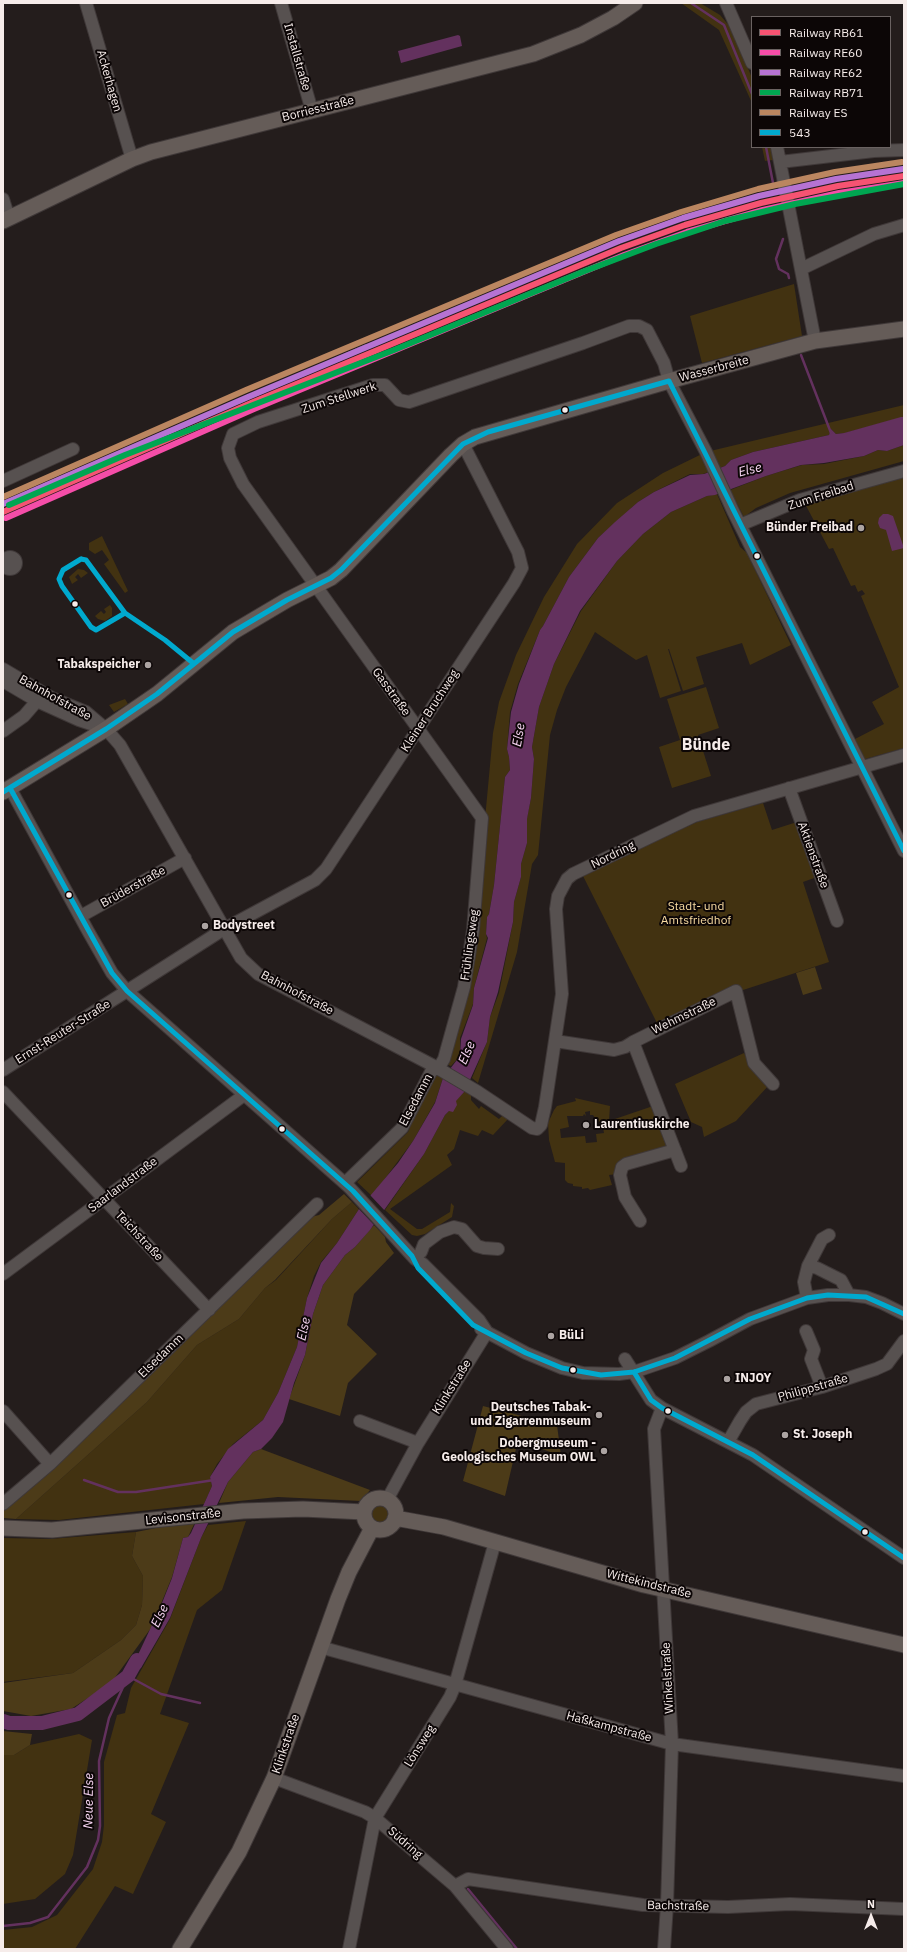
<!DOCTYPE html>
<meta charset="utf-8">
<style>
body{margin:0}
#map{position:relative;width:907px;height:1952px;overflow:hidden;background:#241d1c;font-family:"IBM Plex Sans",sans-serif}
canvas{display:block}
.frame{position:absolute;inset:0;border:4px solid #f6ecea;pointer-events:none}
.legend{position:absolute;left:751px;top:16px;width:140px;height:132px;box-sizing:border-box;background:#0c0606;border:1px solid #6a6261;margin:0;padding:5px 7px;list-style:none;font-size:12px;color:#f6ecea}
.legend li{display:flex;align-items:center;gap:8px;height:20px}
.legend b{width:20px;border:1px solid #6a6261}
.north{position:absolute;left:851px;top:1896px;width:40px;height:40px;-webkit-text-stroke:3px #0c0606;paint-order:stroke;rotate:0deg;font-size:11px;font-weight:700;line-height:16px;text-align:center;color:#f6ecea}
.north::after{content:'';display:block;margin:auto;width:14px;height:18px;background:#f6ecea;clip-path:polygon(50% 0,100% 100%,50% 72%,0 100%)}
</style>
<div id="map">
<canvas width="907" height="1952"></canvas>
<div class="frame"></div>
<ul class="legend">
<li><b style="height:5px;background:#f65372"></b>Railway RB61</li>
<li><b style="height:5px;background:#f54da8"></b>Railway RE60</li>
<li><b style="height:5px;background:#b673d3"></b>Railway RE62</li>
<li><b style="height:5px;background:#00a651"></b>Railway RB71</li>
<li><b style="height:5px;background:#bb8660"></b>Railway ES</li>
<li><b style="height:5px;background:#00a9ce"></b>543</li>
</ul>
<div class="north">N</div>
</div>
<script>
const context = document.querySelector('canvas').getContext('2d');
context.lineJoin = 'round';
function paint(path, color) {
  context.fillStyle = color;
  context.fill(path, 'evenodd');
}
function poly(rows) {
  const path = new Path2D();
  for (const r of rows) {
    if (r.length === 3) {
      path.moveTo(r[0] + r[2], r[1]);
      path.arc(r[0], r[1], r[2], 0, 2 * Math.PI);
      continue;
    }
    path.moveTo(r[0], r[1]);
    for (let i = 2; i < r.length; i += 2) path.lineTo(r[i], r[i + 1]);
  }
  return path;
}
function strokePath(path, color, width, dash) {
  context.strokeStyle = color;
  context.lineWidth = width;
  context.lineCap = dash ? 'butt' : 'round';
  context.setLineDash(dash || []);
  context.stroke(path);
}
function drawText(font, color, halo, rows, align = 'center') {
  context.font = font + ' "IBM Plex Sans",sans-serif';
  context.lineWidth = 4;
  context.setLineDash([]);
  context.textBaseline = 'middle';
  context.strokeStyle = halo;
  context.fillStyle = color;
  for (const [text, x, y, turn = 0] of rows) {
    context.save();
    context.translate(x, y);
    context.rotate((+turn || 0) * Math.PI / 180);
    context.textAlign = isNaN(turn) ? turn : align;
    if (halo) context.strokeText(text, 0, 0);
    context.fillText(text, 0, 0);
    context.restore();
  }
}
paint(poly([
 [681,3,700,3,720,15,732,29,752,78,752,103,719,30],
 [762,147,771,147,773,160,765,161],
 [794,284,802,336,702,363,690,316],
 [904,405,904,417,845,433,836,434,831,429,829,435,753,452,731,460,725,466,703,474,690,474,654,492,638,502,598,538,569,577,543,626,540,630,518,684,510,712,507,749,509,757,510,770,505,777,494,885,489,914,487,917,486,934,487,938,474,988,473,1004,460,1038,460,1056,451,1066,445,1064,449,1051,485,819,493,733,499,702,516,655,544,597,577,544,617,503,663,473,706,452],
 [904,445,904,461,790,493,756,508,744,517,730,490,766,476,802,465,824,464,864,456,878,450,887,451],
 [904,474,904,748,865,759,855,739,884,724,872,702,899,687,861,596,865,594,862,590,858,592,855,585,851,586,833,548,829,549,804,502],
 [717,494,740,547,747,553,791,645,750,665,742,643,696,657,704,684,683,691,669,649,668,649,681,691,660,698,647,655,636,660,595,632,566,687,557,710,550,735,538,855,532,864,517,952,478,1083,472,1078,487,1042,490,1017,499,993,513,922,514,902,521,877,521,864,527,843,527,818,531,798,534,759,532,747,539,707,554,664,581,611,617,561,643,534,671,512,707,496],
 [102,536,128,591,125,593,104,564,109,560,102,550,95,554,89,550,89,543],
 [78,569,84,570,88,573,81,578,78,574,75,577,78,580,72,584,69,577],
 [110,605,112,608,112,616,105,621,98,619,95,616,101,611,104,614,106,612,104,609],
 [706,687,719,728,698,735,711,776,672,788,659,747,680,740,667,699],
 [125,699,128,704,114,712,109,705],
 [763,803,772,830,797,822,817,877,803,882,829,962,740,991,658,1025,583,876,646,845,697,822],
 [744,1053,750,1064,769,1085,736,1121,704,1137,702,1127,691,1122,675,1084],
 [438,1075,443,1078,435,1102,413,1141,372,1196,357,1182,408,1132,423,1095,435,1076],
 [465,1091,471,1094,471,1100,479,1109,481,1106,499,1119,503,1115,508,1119,493,1135,482,1130,478,1136,460,1130,454,1149,447,1155,452,1165,390,1209,417,1229,422,1229,450,1212,451,1203,454,1206,452,1217,425,1234,417,1236,412,1235,385,1210,424,1154,445,1115,449,1111,455,1101],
 [575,1098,610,1106,609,1121,656,1105,669,1151,616,1165,617,1174,609,1175,612,1185,590,1190,588,1188,582,1189,582,1187,573,1186,573,1184,568,1183,565,1180,565,1163,555,1162,549,1140,548,1123,554,1110,557,1106,576,1101],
 [590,1111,590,1115,593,1115,596,1119,594,1123,602,1122,604,1133,596,1134,597,1142,586,1143,585,1136,561,1138,560,1129,569,1127,567,1116,583,1116,584,1114,586,1116,585,1112],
 [352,1202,359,1209,337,1243,321,1262,314,1276,307,1298,297,1347,278,1393,263,1420,233,1444,217,1464,210,1477,212,1486,204,1504,59,1520,16,1519,147,1402,197,1345,239,1319,265,1288,276,1280,332,1219],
 [380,1514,9],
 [246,1521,222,1590,197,1610,160,1714,189,1723,151,1814,166,1822,133,1894,115,1886,75,1949,3,1949,3,1930,32,1927,57,1915,93,1869,102,1842,104,1825,104,1762,117,1715,125,1713,131,1688,170,1619,201,1538,208,1525],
 [136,1532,132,1556,143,1576,142,1605,136,1625,121,1640,73,1673,3,1682,3,1538,50,1539],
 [79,1734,92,1740,73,1855,65,1874,35,1899,3,1904,3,1755,14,1755,30,1745]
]), '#423211');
paint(poly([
 [815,967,822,989,803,995,796,973],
 [344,1194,352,1202,332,1219,275,1280,265,1288,239,1319,197,1345,147,1402,16,1519,3,1518,3,1508,307,1218,319,1215],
 [374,1225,385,1237,386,1242,394,1253,354,1294,347,1325,377,1354,348,1383,340,1416,289,1399,305,1355,313,1314,323,1285,345,1255,355,1247],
 [483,1406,557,1425,561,1456,518,1440,505,1496,463,1481],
 [261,1449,370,1490,361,1501,278,1497,219,1503,228,1482,253,1452],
 [196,1520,188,1537,183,1538,172,1577,151,1628,111,1683,71,1709,31,1716,3,1711,3,1683,73,1673,121,1640,136,1625,142,1605,143,1576,132,1556,136,1532],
 [3,1731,32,1734,30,1745,14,1755,3,1755]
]), '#4c3b18');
paint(poly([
 [458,35,460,36,462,46,401,63,398,51],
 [901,417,904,417,904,445,887,451,878,450,864,456,824,463,801,465,766,476,715,495,707,496,671,512,643,534,617,561,580,611,554,664,539,707,532,747,534,759,531,798,527,819,527,843,521,864,521,877,514,902,513,922,498,992,490,1017,487,1042,465,1091,456,1101,457,1105,453,1112,449,1111,445,1115,424,1154,370,1230,355,1247,345,1255,323,1285,313,1314,305,1355,294,1383,283,1422,272,1438,261,1449,253,1452,228,1482,201,1538,170,1618,141,1668,128,1676,160,1608,172,1578,183,1538,188,1537,191,1533,212,1486,210,1477,228,1449,263,1420,278,1393,297,1347,307,1298,321,1263,337,1243,359,1209,398,1163,413,1141,435,1103,443,1078,460,1056,461,1039,473,1005,474,988,488,938,486,934,487,917,489,914,494,885,505,777,510,770,509,757,507,749,511,712,519,684,540,630,543,626,569,577,598,538,615,522,638,502,654,492,690,475,704,474,725,466,731,460,753,452,829,435,831,429,836,434,844,433],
 [883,514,888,514,893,516,904,548,892,551,886,530,880,528,878,523,879,518]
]), '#63315e');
paint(poly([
 [370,1195,386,1212,375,1226,358,1208]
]), '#241d1c');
strokePath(poly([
 [691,3,724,25,752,94],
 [766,147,773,183],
 [783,239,776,259,779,269,788,274,789,278],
 [801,355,831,433],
 [84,1480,118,1492,136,1492,214,1480],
 [468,1889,517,1949],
 [3,1926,30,1923,48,1917,87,1867,98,1840,100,1826,99,1761,109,1718,128,1676,161,1694,200,1703]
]), '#63315e', 2.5);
strokePath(poly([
 [3,1721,9,1723,42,1723,78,1714,128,1676,137,1660]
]), '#63315e', 14);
const minor = poly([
 [86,3,132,159],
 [281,3,312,111],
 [726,3,752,63],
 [777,147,815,341],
 [780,162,874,151,904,150],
 [3,199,9,218],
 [801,269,874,234,904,225],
 [3,481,73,449],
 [740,525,800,500,904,471],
 [10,563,6],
 [3,669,52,698,86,712,106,729,120,745,241,958,258,974,434,1066,478,1092,532,1128,537,1129],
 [3,681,37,701,79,720,97,726],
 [3,731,24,716,37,701],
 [10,788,88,931,112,973,127,991,349,1187,415,1259,423,1264,479,1320,487,1332],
 [789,788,837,921],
 [81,916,185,858],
 [555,1041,614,1050,625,1047,633,1042],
 [438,1069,444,1059,464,987,473,930,482,818,243,484,230,458,228,448,233,434,258,422,373,385,385,385,399,400,409,402,583,343,629,326,639,326,647,330,664,363,669,381,706,452,733,511,904,851],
 [3,1070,224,929,315,880,326,869,514,583,522,568,518,552,463,444],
 [3,1092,209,1310],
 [537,1129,541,1125,545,1107,562,994,556,909,558,896,567,879,573,874,694,816,904,755],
 [681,1166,633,1042,736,991,754,1063,773,1084],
 [345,1183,402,1128,434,1066],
 [640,1221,625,1197,620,1175,622,1167,626,1164,675,1150],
 [421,1252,424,1244,440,1232,454,1227,462,1229,477,1246,484,1248,498,1249],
 [808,1266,817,1268,841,1280,849,1295],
 [3,1274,244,1095],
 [807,1298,804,1282,808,1266,822,1239,829,1235],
 [481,1329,526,1353,562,1368,583,1373,619,1374,634,1372,675,1358,709,1341,750,1319,807,1298,828,1295,849,1295,866,1297,882,1303,904,1314],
 [806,1331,814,1350,811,1359,822,1387],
 [625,1359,651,1400,662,1408,753,1455,904,1558],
 [662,1408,654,1429,672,1744,667,1905,664,1949],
 [3,1411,50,1464],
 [360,1421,418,1443],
 [728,1442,740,1421,746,1412,756,1404,822,1387,876,1369,887,1364,904,1341],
 [387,1500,418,1443,487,1332],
 [3,1504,50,1464,317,1204],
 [320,1647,672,1744,904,1776],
 [274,1778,365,1812,375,1818,455,1886,507,1949],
 [455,1886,468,1879,643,1905,728,1907,790,1904,904,1909],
 [349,1949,375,1818,450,1697,455,1685,495,1542]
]);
const major = poly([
 [3,221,132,159,151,152,533,54,581,35,613,18,635,3],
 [3,792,106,729,157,694,233,632,287,600,331,578,341,570,451,455,463,444,475,437,669,381,815,341,904,329],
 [380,1514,16],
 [395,1518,444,1527,644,1585,904,1645],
 [3,1528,52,1530,243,1511,303,1509,364,1512],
 [180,1949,239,1852,274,1778,338,1599,349,1572,372,1528]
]);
strokePath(minor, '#3f3838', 14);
strokePath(major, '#3f3838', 17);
strokePath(minor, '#575150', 12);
strokePath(major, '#655c58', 15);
const rail = poly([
 [239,402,366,346]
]);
strokePath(rail, '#5a5453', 4);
strokePath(rail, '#0c0606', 2.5, [8]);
strokePath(poly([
 [669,381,904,851],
 [81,559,86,560,125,613,96,630,91,627,62,586,59,579,63,570,81,559],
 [125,613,165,640,193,663],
 [10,788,112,973,127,991,353,1191,412,1256,418,1268,473,1325,526,1353,562,1368,601,1375,634,1372,675,1358,750,1319,807,1298,828,1295,866,1297,904,1314],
 [3,792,106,729,157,694,233,632,287,600,331,578,341,570,463,444,488,432,669,381],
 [634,1372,651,1400,662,1408,753,1455,904,1558]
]), '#00a9ce', 5);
strokePath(poly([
 [3,512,251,403,621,248,685,225,761,203,838,186,904,176]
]), '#f65372', 6);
strokePath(poly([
 [6,518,254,409,624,255,687,232,763,210,839,193,904,183]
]), '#f54da8', 6);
strokePath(poly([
 [3,504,248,397,619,241,683,218,759,196,836,179,903,169]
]), '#b673d3', 6);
strokePath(poly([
 [9,505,125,455,394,350,585,271,656,244,725,221,795,204,904,184]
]), '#00a651', 6);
strokePath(poly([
 [3,497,246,390,616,235,681,212,758,189,835,172,902,162]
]), '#bb8660', 6);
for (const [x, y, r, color] of [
 [565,410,3.5,"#f6ecea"],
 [861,528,4,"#aca4a2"],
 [757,556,3.5,"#f6ecea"],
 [75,604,3.5,"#f6ecea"],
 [148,665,4,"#aca4a2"],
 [69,895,3.5,"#f6ecea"],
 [205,926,4,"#aca4a2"],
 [586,1125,4,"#aca4a2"],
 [282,1129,3.5,"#f6ecea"],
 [551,1336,4,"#aca4a2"],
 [573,1370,3.5,"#f6ecea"],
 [727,1379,4,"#aca4a2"],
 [668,1411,3.5,"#f6ecea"],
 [599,1415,4,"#aca4a2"],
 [785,1435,4,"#aca4a2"],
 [604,1451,4,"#aca4a2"],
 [865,1532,3.5,"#f6ecea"]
]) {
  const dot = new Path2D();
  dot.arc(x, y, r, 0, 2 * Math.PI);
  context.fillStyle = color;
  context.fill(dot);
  strokePath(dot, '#0c0606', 1.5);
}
drawText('12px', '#f6ecea', '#0c0606', [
 ["Installstraße",297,57,74],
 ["Ackerhagen",109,81,74],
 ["Borriesstraße",318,109,-14],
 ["Wasserbreite",714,369,-15],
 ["Zum Stellwerk",339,398,-18],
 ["Zum Freibad",821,496,-18],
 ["Gasstraße",391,692,54],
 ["Bahnhofstraße",55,698,29],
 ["Kleiner Bruchweg",430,711,-57],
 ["Nordring",613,855,-26],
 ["Aktienstraße",813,855,70],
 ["Brüderstraße",133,887,-29],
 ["Frühlingsweg",470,945,-82],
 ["Bahnhofstraße",297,993,28],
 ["Wehmstraße",684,1016,-26],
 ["Ernst-Reuter-Straße",63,1032,-32],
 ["Elsedamm",416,1100,-62],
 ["Saarlandstraße",123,1185,-37],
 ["Teichstraße",139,1236,47],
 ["Elsedamm",161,1356,-44],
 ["Klinkstraße",452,1387,-58],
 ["Philippstraße",813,1388,-16],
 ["Levisonstraße",183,1517,-6],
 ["Wittekindstraße",649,1584,14],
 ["Winkelstraße",668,1678,-93],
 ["Haßkampstraße",609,1727,15],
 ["Klinkstraße",286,1744,-71],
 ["Lönsweg",420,1746,-58],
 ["Südring",405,1843,41],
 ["Bachstraße",678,1906,1]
]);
drawText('bold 12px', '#f6ecea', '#0c0606', [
 ["Bünder Freibad",853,528,"right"],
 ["Tabakspeicher",140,665,"right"],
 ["Bodystreet",213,926],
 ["Laurentiuskirche",594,1125],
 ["BüLi",559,1336],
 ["INJOY",735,1379],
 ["Deutsches Tabak-",591,1408,"right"],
 ["und Zigarrenmuseum",591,1422,"right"],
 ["St. Joseph",793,1435],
 ["Dobergmuseum -",596,1444,"right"],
 ["Geologisches Museum OWL",596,1458,"right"]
], 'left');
drawText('12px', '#f9dca3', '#0c0606', [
 ["Stadt- und",696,907],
 ["Amtsfriedhof",696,921]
]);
drawText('italic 13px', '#f8d6f3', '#0c0606', [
 ["Else",750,470,-14],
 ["Else",519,735,-80],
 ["Else",467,1053,-66],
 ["Else",304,1329,-78],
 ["Else",160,1616,-64],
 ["Neue Else",89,1801,-89]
]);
drawText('bold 16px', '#f6ecea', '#0c0606', [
 ["Bünde",706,745]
]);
</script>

____

> Required work
All that should be written out is the stretch of lines above between the one holding "if (r.length === 3)" and the one holding "function drawText(font, color, halo, rows, align", inclusive, exactly as given.

> Answer to the exercise
    if (r.length === 3) {
      path.moveTo(r[0] + r[2], r[1]);
      path.arc(r[0], r[1], r[2], 0, 2 * Math.PI);
      continue;
    }
    path.moveTo(r[0], r[1]);
    for (let i = 2; i < r.length; i += 2) path.lineTo(r[i], r[i + 1]);
  }
  return path;
}
function strokePath(path, color, width, dash) {
  context.strokeStyle = color;
  context.lineWidth = width;
  context.lineCap = dash ? 'butt' : 'round';
  context.setLineDash(dash || []);
  context.stroke(path);
}
function drawText(font, color, halo, rows, align = 'center') {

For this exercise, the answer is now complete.